I completed my PhD at the University of Copenhagen under the supervision of Isabelle Augenstein, Jakob Grue Simonsen, and Christina Lioma. My PhD was funded by a Marie Skłodowska-Curie Fellowship and the PhD Thesis titled "Accountable and Explainable Methods for Complex Reasoning over Text" was awarded two best PhD Thesis Awards by ELLIS and Informatics Europe. I also gained industrial experience during my PhD with two internships at Meta and Google.
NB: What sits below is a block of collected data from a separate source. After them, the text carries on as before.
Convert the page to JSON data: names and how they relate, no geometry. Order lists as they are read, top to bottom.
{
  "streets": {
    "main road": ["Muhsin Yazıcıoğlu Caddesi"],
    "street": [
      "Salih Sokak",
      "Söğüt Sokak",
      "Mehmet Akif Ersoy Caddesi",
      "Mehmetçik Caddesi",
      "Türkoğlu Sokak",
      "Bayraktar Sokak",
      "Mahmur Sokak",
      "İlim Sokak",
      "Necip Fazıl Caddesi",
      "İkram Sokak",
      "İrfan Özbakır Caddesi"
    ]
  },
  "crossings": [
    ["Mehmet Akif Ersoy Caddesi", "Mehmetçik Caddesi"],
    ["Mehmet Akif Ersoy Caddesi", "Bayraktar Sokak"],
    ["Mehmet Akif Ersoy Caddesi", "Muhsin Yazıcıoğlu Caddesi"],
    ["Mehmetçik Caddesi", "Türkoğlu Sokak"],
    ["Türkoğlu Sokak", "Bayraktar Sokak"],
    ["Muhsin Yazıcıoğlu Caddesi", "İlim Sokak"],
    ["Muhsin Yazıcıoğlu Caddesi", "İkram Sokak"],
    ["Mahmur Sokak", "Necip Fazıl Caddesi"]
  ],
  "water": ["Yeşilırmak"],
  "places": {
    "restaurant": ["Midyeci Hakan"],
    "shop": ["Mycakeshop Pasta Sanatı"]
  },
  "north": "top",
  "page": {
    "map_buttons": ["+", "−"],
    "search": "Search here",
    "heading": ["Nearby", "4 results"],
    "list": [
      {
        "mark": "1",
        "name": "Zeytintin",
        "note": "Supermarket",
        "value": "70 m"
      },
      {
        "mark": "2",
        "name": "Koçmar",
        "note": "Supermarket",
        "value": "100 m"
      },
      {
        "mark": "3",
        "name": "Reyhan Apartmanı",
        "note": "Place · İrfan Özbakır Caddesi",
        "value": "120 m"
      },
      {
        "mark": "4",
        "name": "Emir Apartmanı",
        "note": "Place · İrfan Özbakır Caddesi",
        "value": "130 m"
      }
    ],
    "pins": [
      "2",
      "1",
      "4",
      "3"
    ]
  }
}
Furthermore, I conducted an interdisciplinary Postdoctoral fellowship at the University of Copenhagen with Isabelle Augenstein and Christian Borch, where we employed LM explanations to simulate trading behaviors.

For more details, see my publications.

If you are interested in collaborating or being supervised by me, please see Contact.

News

October 2024: Our paper "DYNAMICQA: Tracing Internal Knowledge Conflicts in Language Models" was accepted at Findings of EMNLP 2024!

September 2024: I gave an invited talk on "Facts Unveiled: Navigating Factuality in the Era of Generative Models" at Romanian AI days 2024!

September 2024: I gave an opening keynote on "Facts Unveiled: Navigating Factuality in the Era of Generative Models" at iGeLU 2024!

September 2024: I am excited to start on a new position as a Tenure-track Assistant Professor at the University of Copenhagen, Department of Computer Science. See the news piece here!

May 2024: Our paper "Revealing the Parametric Knowledge of Language Models: A Unified Framework for Attribution Methods" was accepted to ACL'2024!

January 2024: I gave an oral talk titled "Exploring the Explainability Landscape: Testing and Enhancing Explainability Techniques." at Chalmers University.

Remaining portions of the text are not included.